How to Deploy Qwen3.5-9B with vLLM
Younes El Hjouji
Detailed Deployment Instructions
1. Environment Setup
# Create a working directory (choose your preferred location)
# Create virtual environment with Python 3.12
python3.12 -m venv venv
# Activate virtual environment
source venv/bin/activate
# Verify Python version (should be 3.12.x)
python --version
# Upgrade pip
pip install --upgrade pip
# Install vLLM nightly (REQUIRED — Qwen3.5 is not yet in stable vLLM)
# Option A: Using pip with nightly index
pip install --pre 'vllm>0.16.0' --extra-index-url https://wheels.vllm.ai/nightly
# Option B: If option A installs stable instead of nightly, force it:
# pip install vllm --extra-index-url https://wheels.vllm.ai/nightly
# Install video support
pip install 'vllm[video]'
2. Launch Deployment
# Make sure you're in your working directory and activate virtual environment
source venv/bin/activate
# Launch vLLM serve
vllm serve Qwen/Qwen3.5-9B \
--dtype bfloat16 \
--max-model-len 32768 \
--max-num-batched-tokens 32768 \
--gpu-memory-utilization 0.90 \
--reasoning-parser qwen3 \
--default-chat-template-kwargs '{"enable_thinking": false}' \
--port 8000
Note: First model download takes ~5-10 minutes. First inference request triggers CUDA graph compilation which may take several minutes. Subsequent requests are fast.
3. Verification
3.1. Check server is running:
curl http://localhost:8000/v1/models
3.2. Test text inference:
curl http://localhost:8000/v1/completions \
-H "Content-Type: application/json" \
-d '{
"model": "Qwen/Qwen3.5-9B",
"prompt": "Hello, how are you?",
"max_tokens": 50
}'
3.3. Test video inference:
VIDEO_BASE64=$(base64 -w 0 /path/to/your/video.mp4)

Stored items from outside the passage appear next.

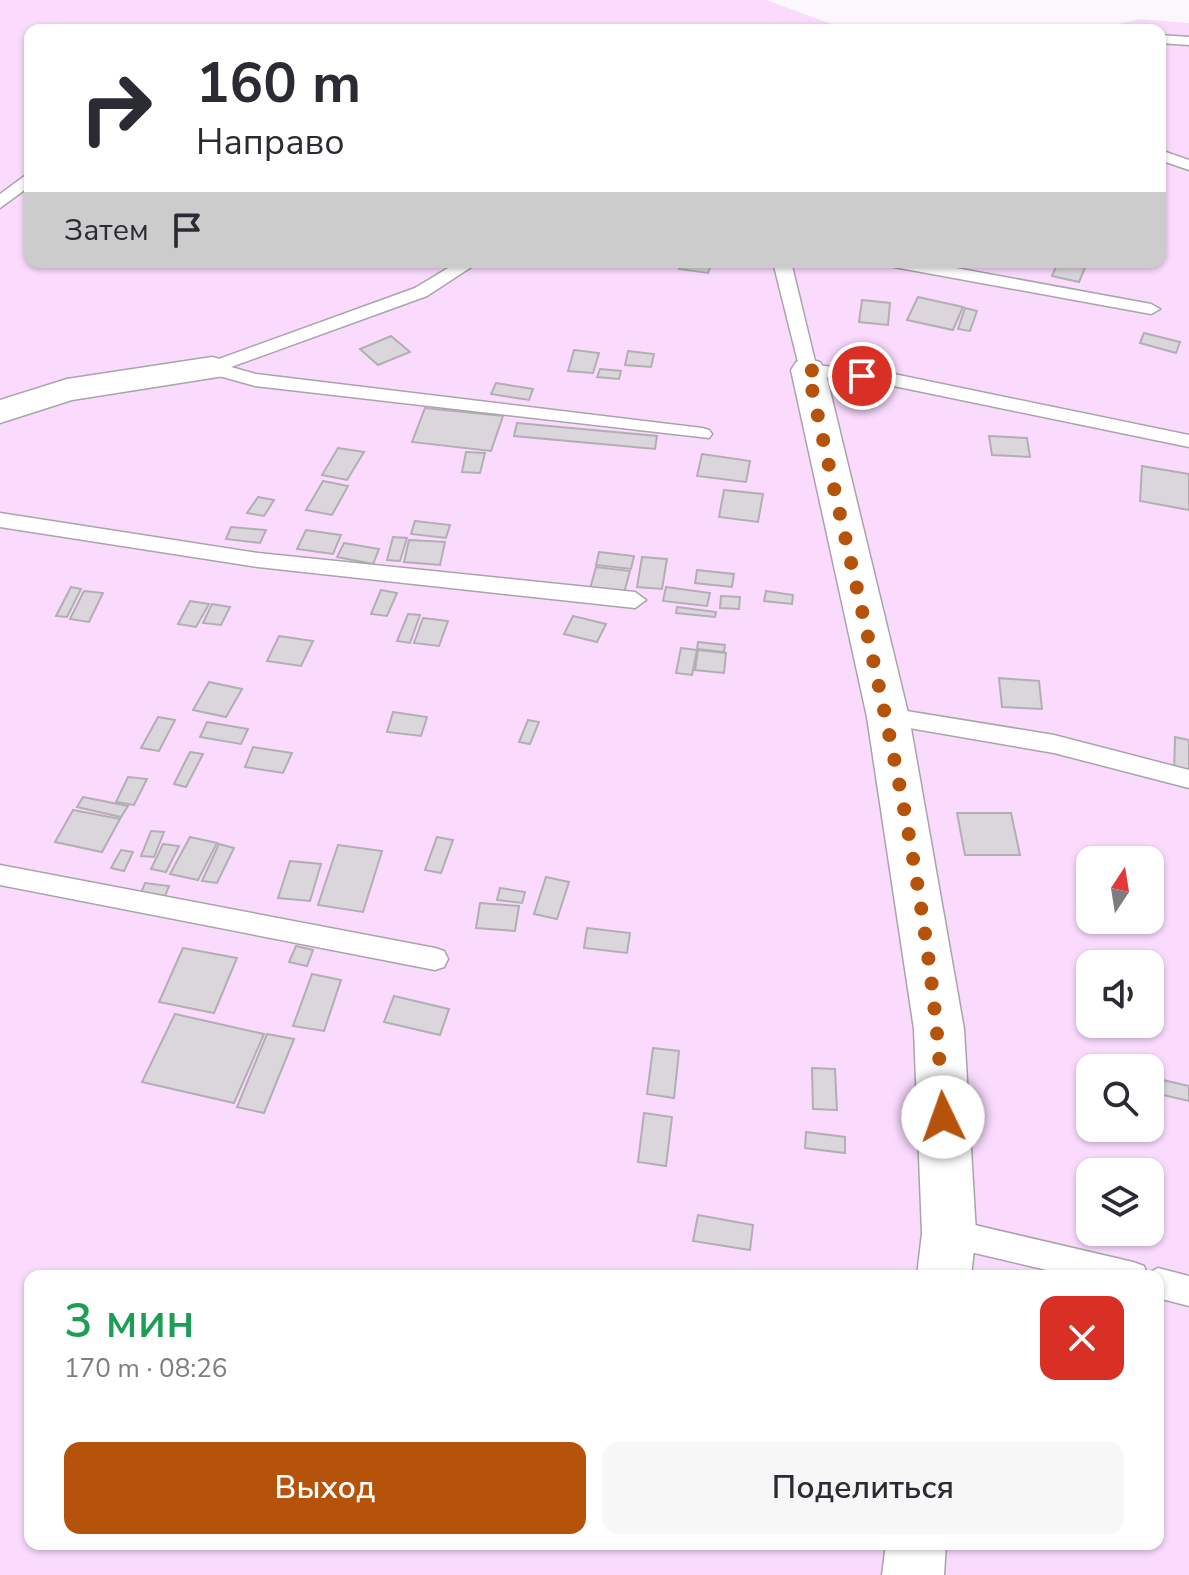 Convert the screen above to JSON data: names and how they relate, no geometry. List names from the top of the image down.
{
  "north": "top",
  "page": {
    "turn": ["160 m", "Направо"],
    "then": "Затем",
    "heading": ["3 мин", "170 m · 08:26"],
    "buttons": ["Выход", "Поделиться"]
  }
}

time curl http://localhost:8000/v1/chat/completions \
-H "Content-Type: application/json" \
-d "{
\"model\": \"Qwen/Qwen3.5-9B\",
\"messages\": [{
\"role\": \"user\",
\"content\": [
{
\"type\": \"video_url\",
\"video_url\": {
\"url\": \"data:video/mp4;base64,\$VIDEO_BASE64\"
}
},
{
\"type\": \"text\",
\"text\": \"Describe the user actions in this video in a sequential list.\"
}
]
}],
\"max_tokens\": 1024
}"
3.4. Test with thinking enabled (per-request):
curl http://localhost:8000/v1/chat/completions \
-H "Content-Type: application/json" \
-d '{
"model": "Qwen/Qwen3.5-9B",
"messages": [{"role": "user", "content": "What is 27 * 13?"}],
"max_tokens": 512,
"chat_template_kwargs": {"enable_thinking": true}
}'
Verified Results:
- Text inference: Working. Response instant (warm).
- Video inference: Working. video.mp4 (6s clip) processed in ~4.6s.

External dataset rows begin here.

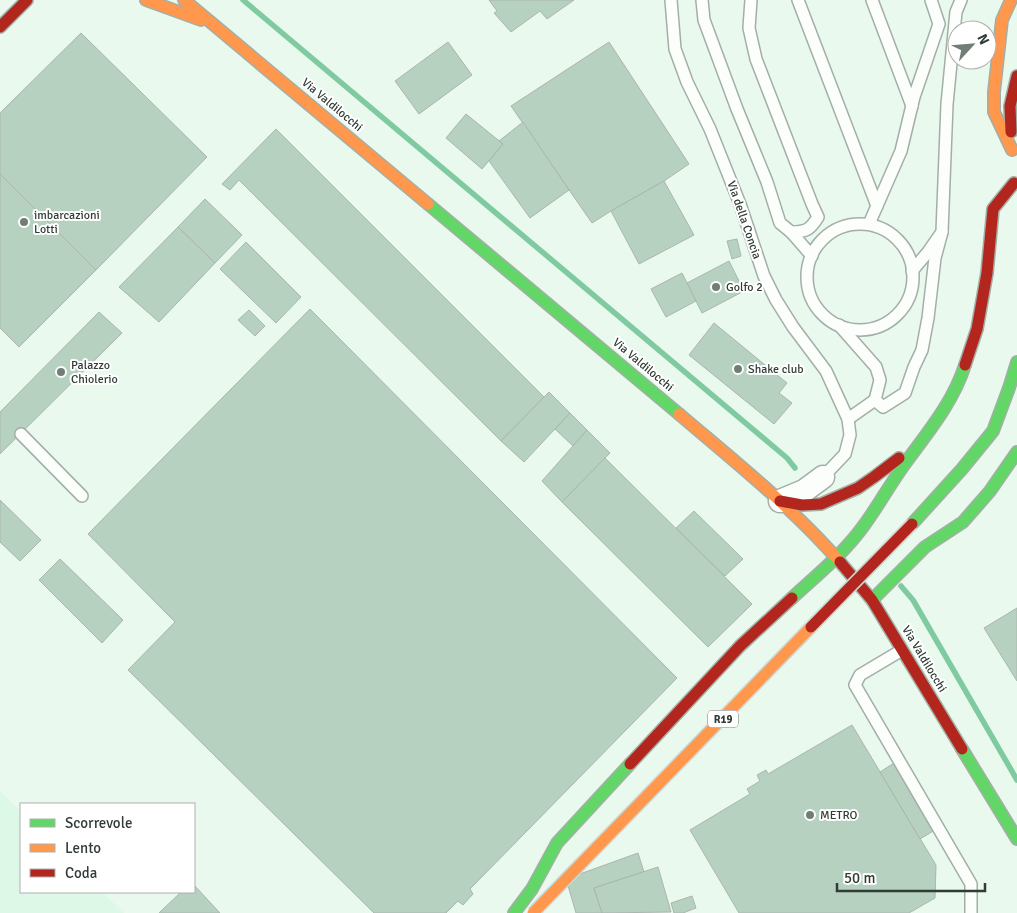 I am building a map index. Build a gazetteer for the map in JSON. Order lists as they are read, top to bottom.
{
  "streets": {
    "main road": ["Via Valdilocchi", "R19"],
    "lane": ["Via della Concia"]
  },
  "places": [
    "imbarcazioni Lotti",
    "Golfo 2",
    "Shake club",
    "Palazzo Chiolerio",
    "METRO"
  ],
  "legend": ["Scorrevole", "Lento", "Coda"],
  "scale_bar": "50 m",
  "north": "top right"
}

- Video output correctly identified man in red jersey on field, arm gestures, clenching fists, speaking — sequential actions accurately described.
- Thinking disabled by default, can be toggled per-request.
4. Troubleshooting
Issue 1: First request takes several minutes
- Solution: This is expected. CUDA graph compilation happens on the first request. Subsequent requests are fast.
Issue 2: Requires vLLM nightly
- Solution: Qwen3.5 architecture (
qwen3_5) is only supported in vLLM nightly builds. Install fromhttps://wheels.vllm.ai/nightly. Note thatpip install vllmmay install stable 0.16.0 which does NOT include Qwen3.5 support — use--pre 'vllm>0.16.0'to force nightly.
Issue 3: Transformers KeyError: 'qwen3_5'
- Solution: vLLM nightly bundles a compatible transformers version. If you see this error, ensure you're using the vLLM nightly venv, not a system Python.
5. Notes
- This is the largest dense model in the Qwen3.5 small series — all 9.65B parameters are active per token.
- GPU memory for weights (~19.3GB) is moderate; the remaining GPU allocation goes to KV cache for the 32K context.
- On H100 80GB, reduce
--max-model-lento 16384-24576 and keep--gpu-memory-utilization 0.90. - The model uses a novel hybrid attention mechanism (Gated DeltaNet + Gated Attention) with a 3:1 linear-to-full attention ratio, providing efficient inference on long contexts.
- Vision encoder is larger than the 2B/4B variants (27 layers, hidden 1152 vs 24 layers, hidden 1024), matching the 27B model's ViT.
- Chunked prefill is automatically enabled with max_num_batched_tokens=32768.